Yesterday the New York Times, the written order-of-the-day for the old school left, put out an op-ed admitting, in so many words, the covid lab-leak theory. Check the revealing title: “We Were Badly Misled About the Event That Changed Our Lives“. Some were surprised about this.

I am not. I’ll tell you exactly why these prevaricating no-good slime-pushing would-be tyrants are admitting what the rest of us have been saying for years. Because they are scared for their jobs, their funding, their money, their slipping prestige.

Good. Be afraid. We should take it all away. All of it.

Now you’ve heard me many times call for the ending of government having a direct, and the direct, hand in funding science.

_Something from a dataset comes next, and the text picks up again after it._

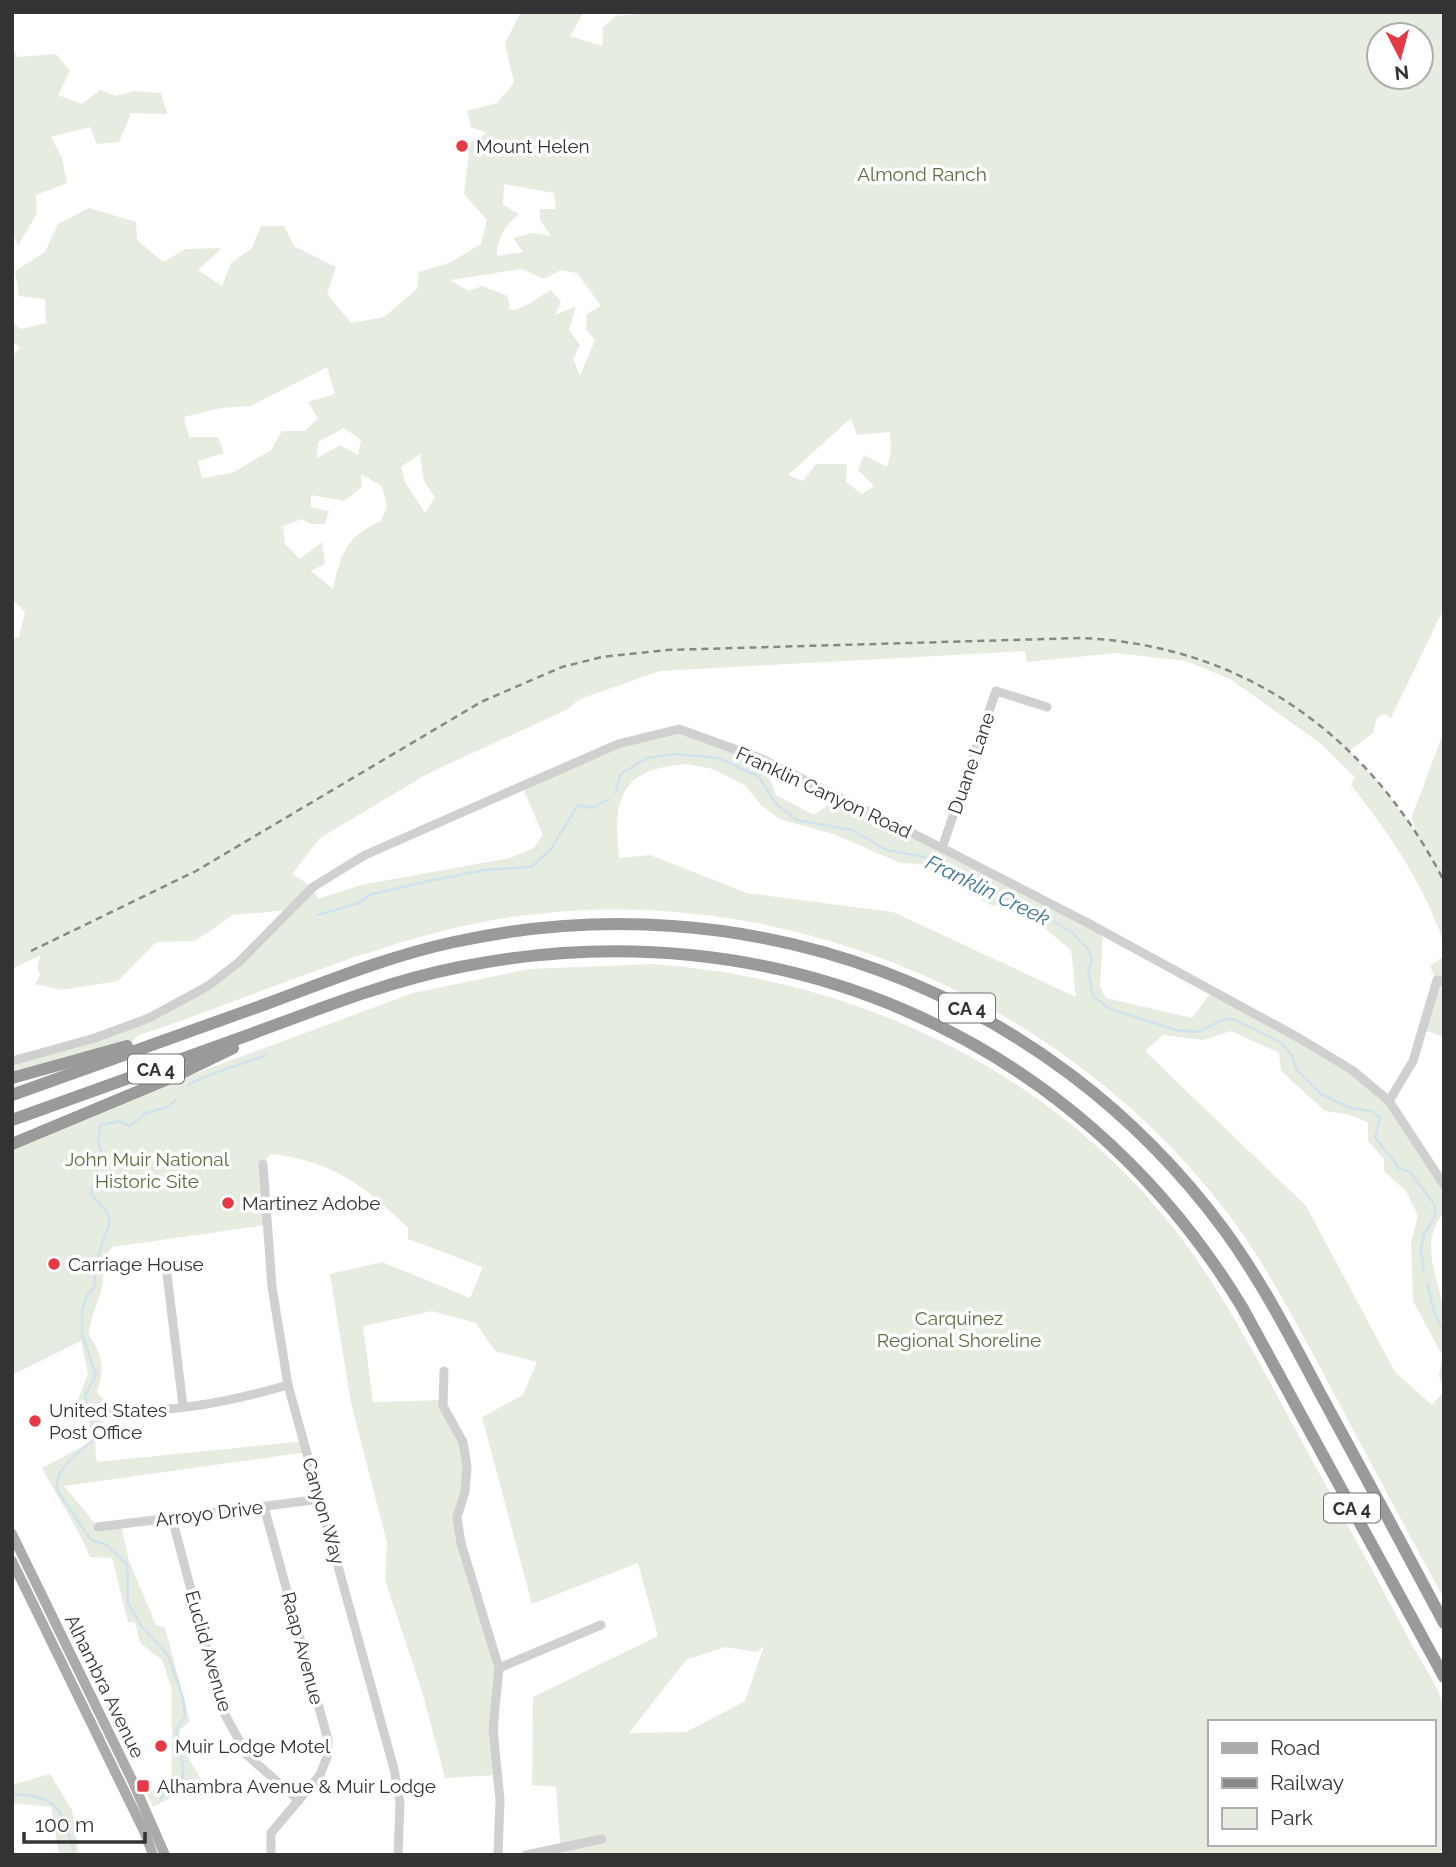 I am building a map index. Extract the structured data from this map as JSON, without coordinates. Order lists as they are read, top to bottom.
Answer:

But it sounds strange to hear. It doesn’t sound sensible. It sounds impossible. But let the NYT itself convince you.

Gain-of-function is the euphemism. Gain-of-lethality is the truth. Scientists, funded by you, dear reader, monkey with bugs to see if they can make them deadlier. To you. Which you pay for. They do this out of morbid curiosity, from the fiction that having created Frankenstein bugs they’ll be able to find cures for their own creations, cures which they wouldn’t need if they didn’t invent Accelerated Death, and because they have money to spend and prestige to seek. Your money.

They made the covid bug in a Chinese lab, which you partly paid for, and they were sloppy and it got out. That story has been told so many times you’re sick of it. But one item I don’t always emphasize. Why did they panic, when it was obvious to the sober there wasn’t any need?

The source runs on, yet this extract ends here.